I'm no expert, but according to what I've read, vacuum degassing is an
extremely common and low cost steel manufacturing technique and had been
widely used for at least 20 years.

"Vacuum oxygen carburization" seems to be quite common in stainless
steel refining. I think this is just the way steel has been made for
some time now.

<http://www.steel.org/learning/glossary/v.htm>

 

[Benjamin Lewis]

dvt wrote:

> Benjamin Lewis wrote:
>> dvt wrote:
>
>>> Benjamin Lewis wrote:
>
>>>> dvt wrote:
>
>>>>> It's still possible, however, that the process of building a wheel
>>>>> produces residual stress in the spoke. In that case, stress relief
>>>>> would be helpful.
>
>>>> Possible? I increased the tension in a spoke in my wheel and it
>>>> yielded. What more do you want?
>
>>> I haven't been convinced that yielding a spoke at the elbow is evidence
>>> of residual stress. Another plausible explanation is that the geometry
>>> of the spoke/hub interface caused a stress concentration at the elbow,
>
>> That's residual stress.
>
> If it's simply a stress concentration due to geometry, then it would
> disappear if I let the tension off the spoke. I wouldn't have thought to
> call that residual stress.

In the context of a laced and tensioned wheel, it's residual stress. It's
not conceptually any different from residual stresses in an untensioned
spoke.

--
Benjamin Lewis

"Love is a snowmobile racing across the tundra and then suddenly it flips
over, pinning you underneath. At night, the ice weasels come."
--Matt Groening

 

[dvt]

Benjamin Lewis wrote:
> dvt wrote:
>>If it's simply a stress concentration due to geometry, then it would
>>disappear if I let the tension off the spoke. I wouldn't have thought to
>>call that residual stress.

> In the context of a laced and tensioned wheel, it's residual stress. It's
> not conceptually any different from residual stresses in an untensioned
> spoke.

You're right in that stress is stress, by any other name. As I said, I
wouldn't have called it residual, since it doesn't disappear when
tension is let off. But let's not argue about that -- I think we agree
on the result, no matter what we call it. The difference in terms is a
big part of the reason that I didn't follow much of your logic earlier
in this discussion. I suspect I'm not alone.
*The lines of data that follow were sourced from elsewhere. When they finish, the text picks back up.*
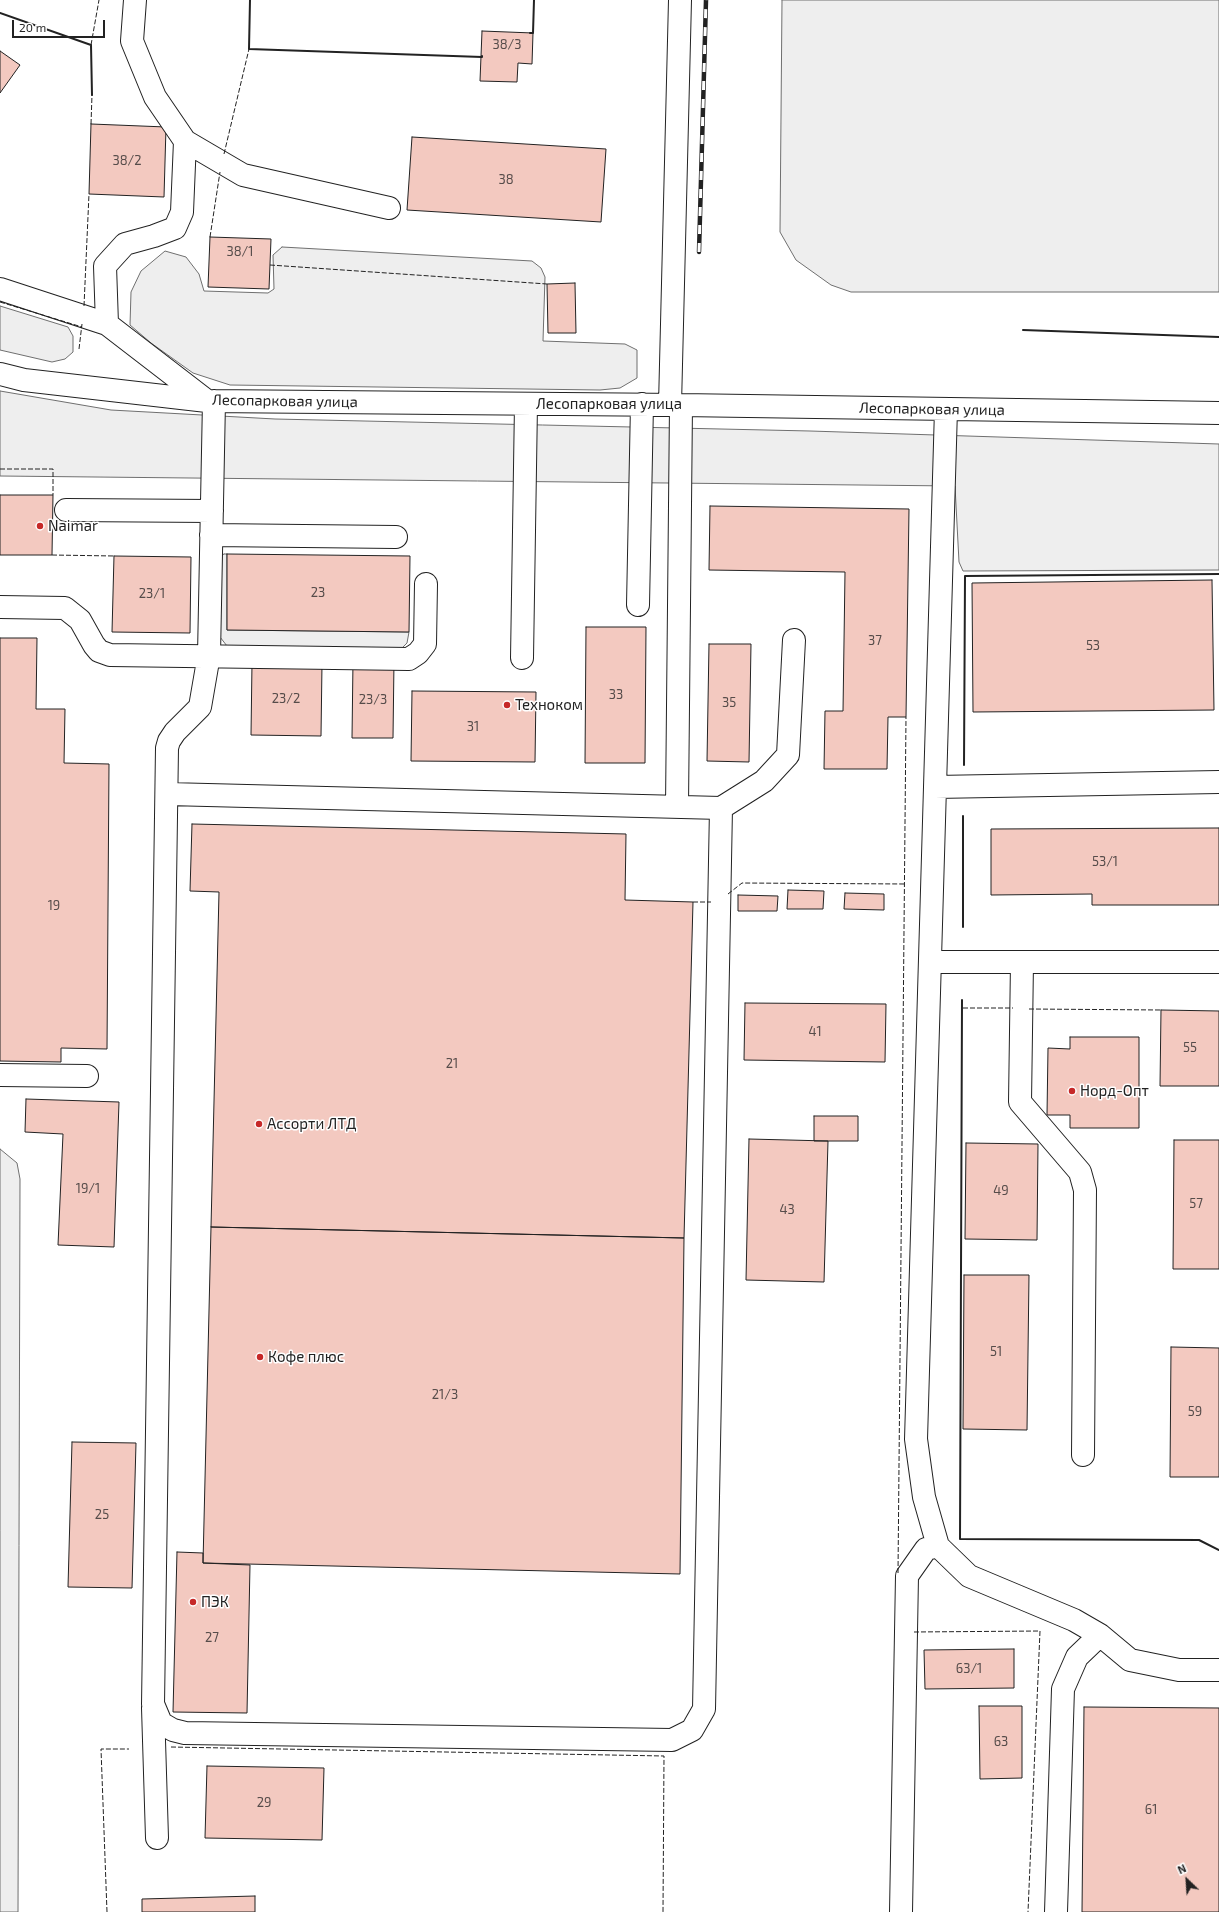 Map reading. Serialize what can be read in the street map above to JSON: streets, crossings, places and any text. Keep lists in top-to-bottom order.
{
  "streets": {
    "street": ["Лесопарковая улица"]
  },
  "places": [
    "Naimar",
    "Техноком",
    "Норд-Опт",
    "Ассорти ЛТД",
    "Кофе плюс",
    "ПЭК"
  ],
  "house_numbers": [
    "38/3",
    "38/2",
    "38",
    "38/1",
    "23",
    "23/1",
    "37",
    "53",
    "33",
    "23/2",
    "23/3",
    "35",
    "31",
    "53/1",
    "19",
    "41",
    "55",
    "21",
    "19/1",
    "49",
    "57",
    "43",
    "51",
    "21/3",
    "59",
    "25",
    "27",
    "63/1",
    "63",
    "29",
    "61"
  ],
  "scale_bar": "20 m",
  "north": "top left"
} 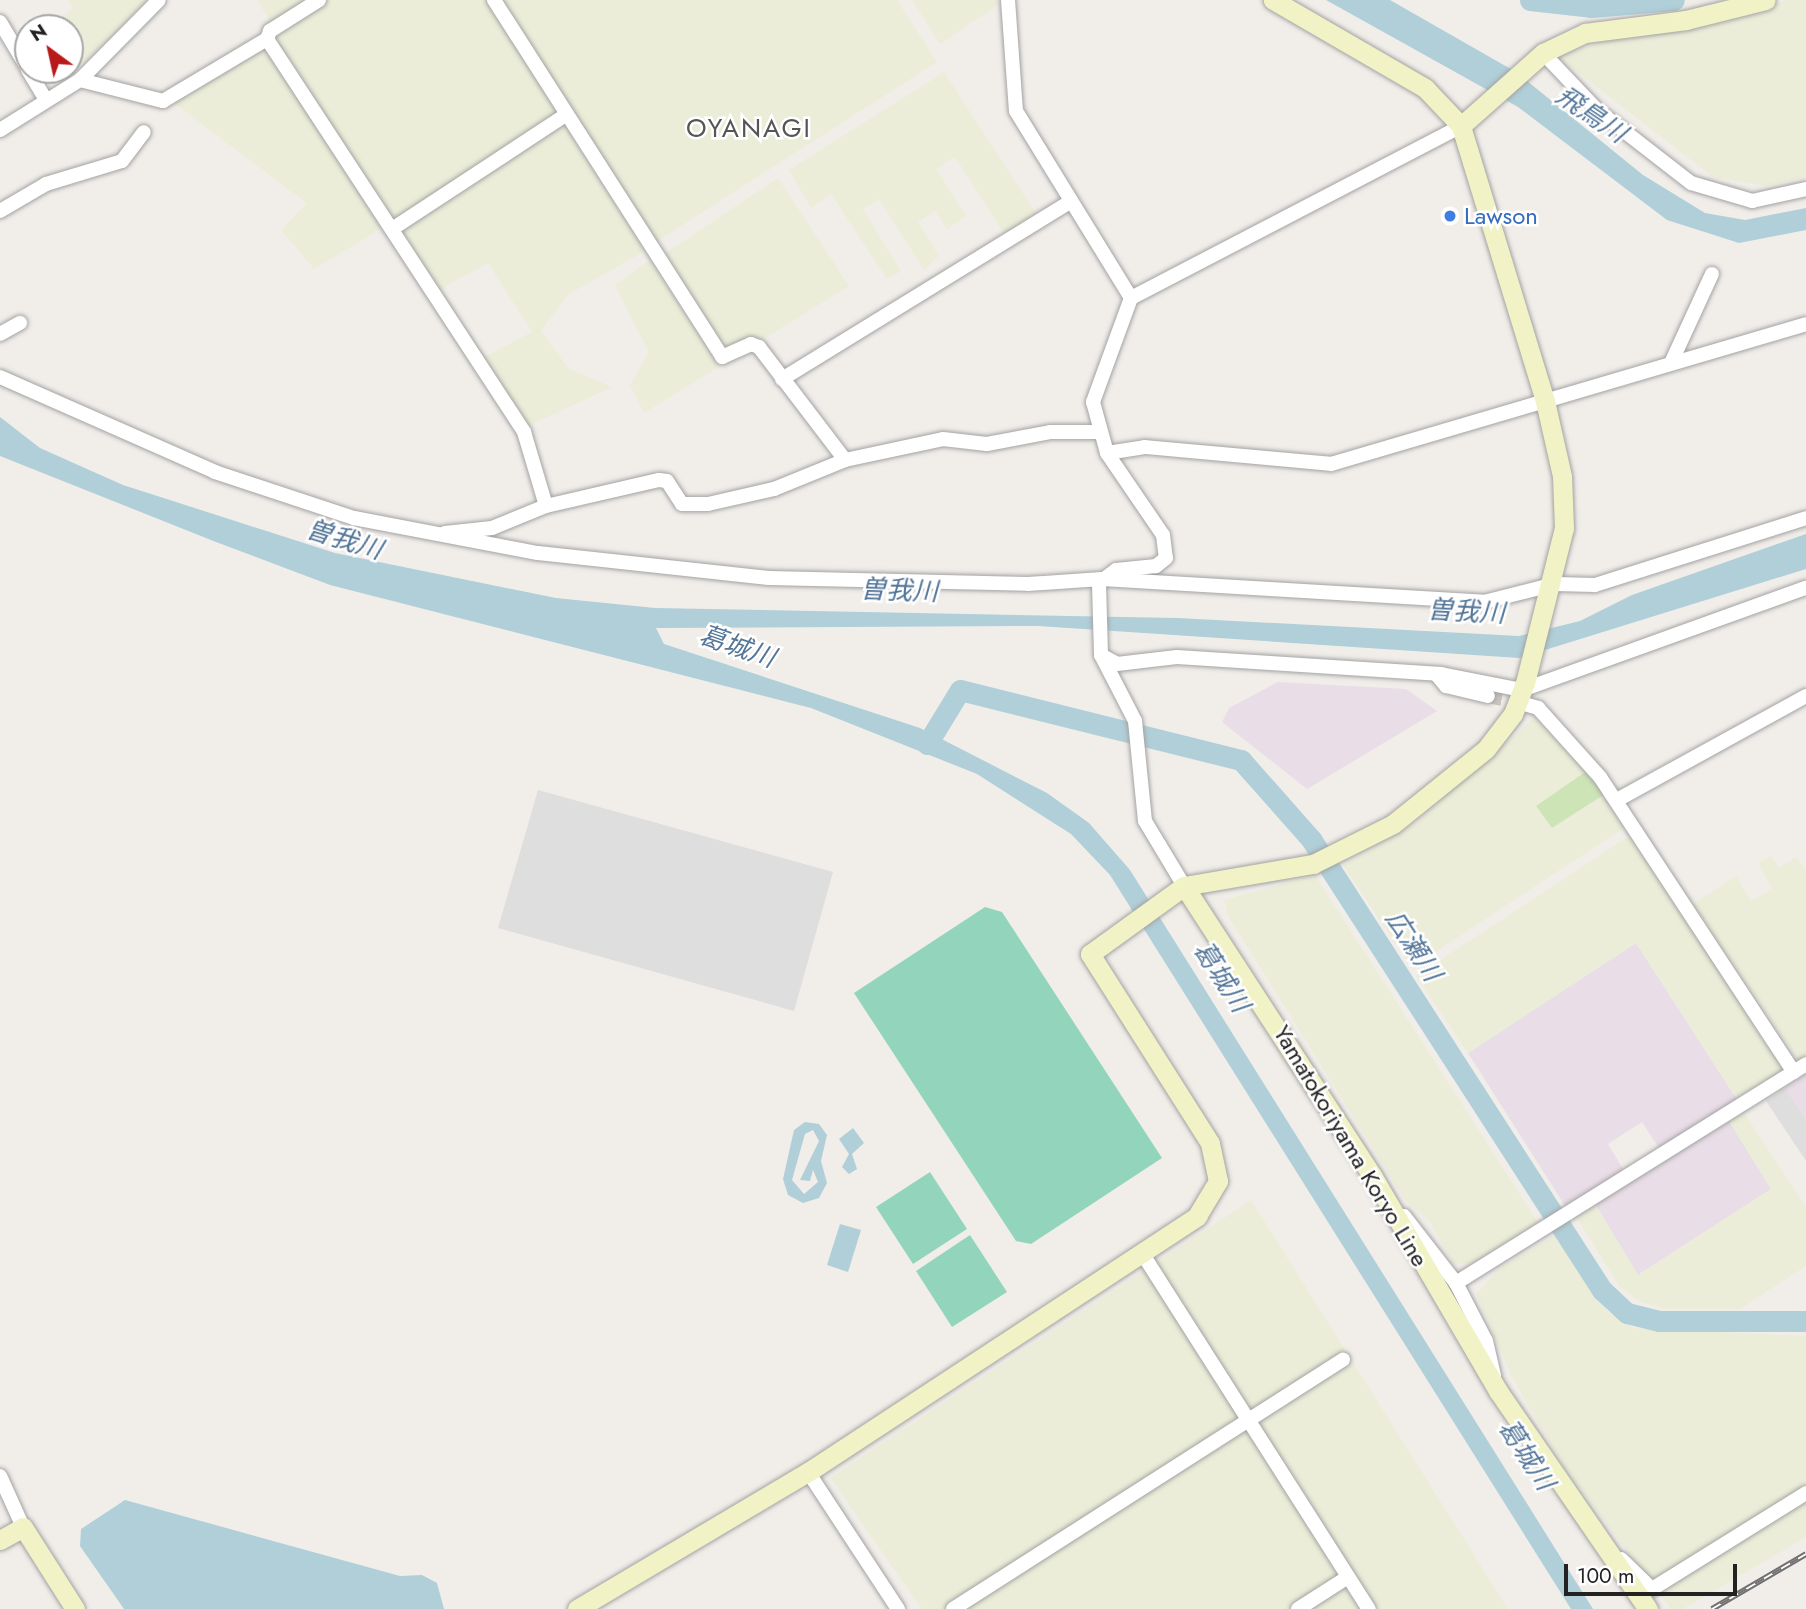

I think both of the JB's are actually in agreement in this matter. One
JB calls it residual stress that is relieved, the other calls it bedding
in. Either way, it looks to me like they're simply differing on terms.
Sounds like a semantic argument to me.

And I didn't turn it into a semantic argument, I'm just pointing it out.

--
Dave
dvt at psu dot edu

 

[Benjamin Lewis]

dvt wrote:

> Benjamin Lewis wrote:
>> dvt wrote:
>>> If it's simply a stress concentration due to geometry, then it would
>>> disappear if I let the tension off the spoke. I wouldn't have thought
>>> to call that residual stress.
>
>> In the context of a laced and tensioned wheel, it's residual stress.
>> It's not conceptually any different from residual stresses in an
>> untensioned spoke.
>
> You're right in that stress is stress, by any other name. As I said, I
> wouldn't have called it residual, since it doesn't disappear when
> tension is let off. But let's not argue about that -- I think we agree
> on the result, no matter what we call it. The difference in terms is a
> big part of the reason that I didn't follow much of your logic earlier
> in this discussion. I suspect I'm not alone.
>
> I think both of the JB's are actually in agreement in this matter. One
> JB calls it residual stress that is relieved, the other calls it bedding
> in.

I don't believe so. Bedding in implies plastic deformation of the hub, not
of the spoke. Furthermore, I think you'll find "jim beam" will claim that
residual stress caused by spoke manufacture can't be relieved by spoke
squeezing.

--
Benjamin Lewis

"Love is a snowmobile racing across the tundra and then suddenly it flips
over, pinning you underneath. At night, the ice weasels come."
--Matt Groening

 

[[email protected]]

On Mon, 27 Jun 2005 06:22:35 -0400, dvt <[email protected]>
wrote:

[snip]

>I take umbrage at the insinuation that I'm starting another wheel
>standing on or hanging from spokes thread.

Dear dvt,

Umbrage . . .

A word with rather an umbrageous etymology . . .

Umbrella . . .

Rec.umbrellas.tech . . .

Does an umbrella hang from its spokes? The Mary Poppins
school debates this with the Bertie Wooster crowd.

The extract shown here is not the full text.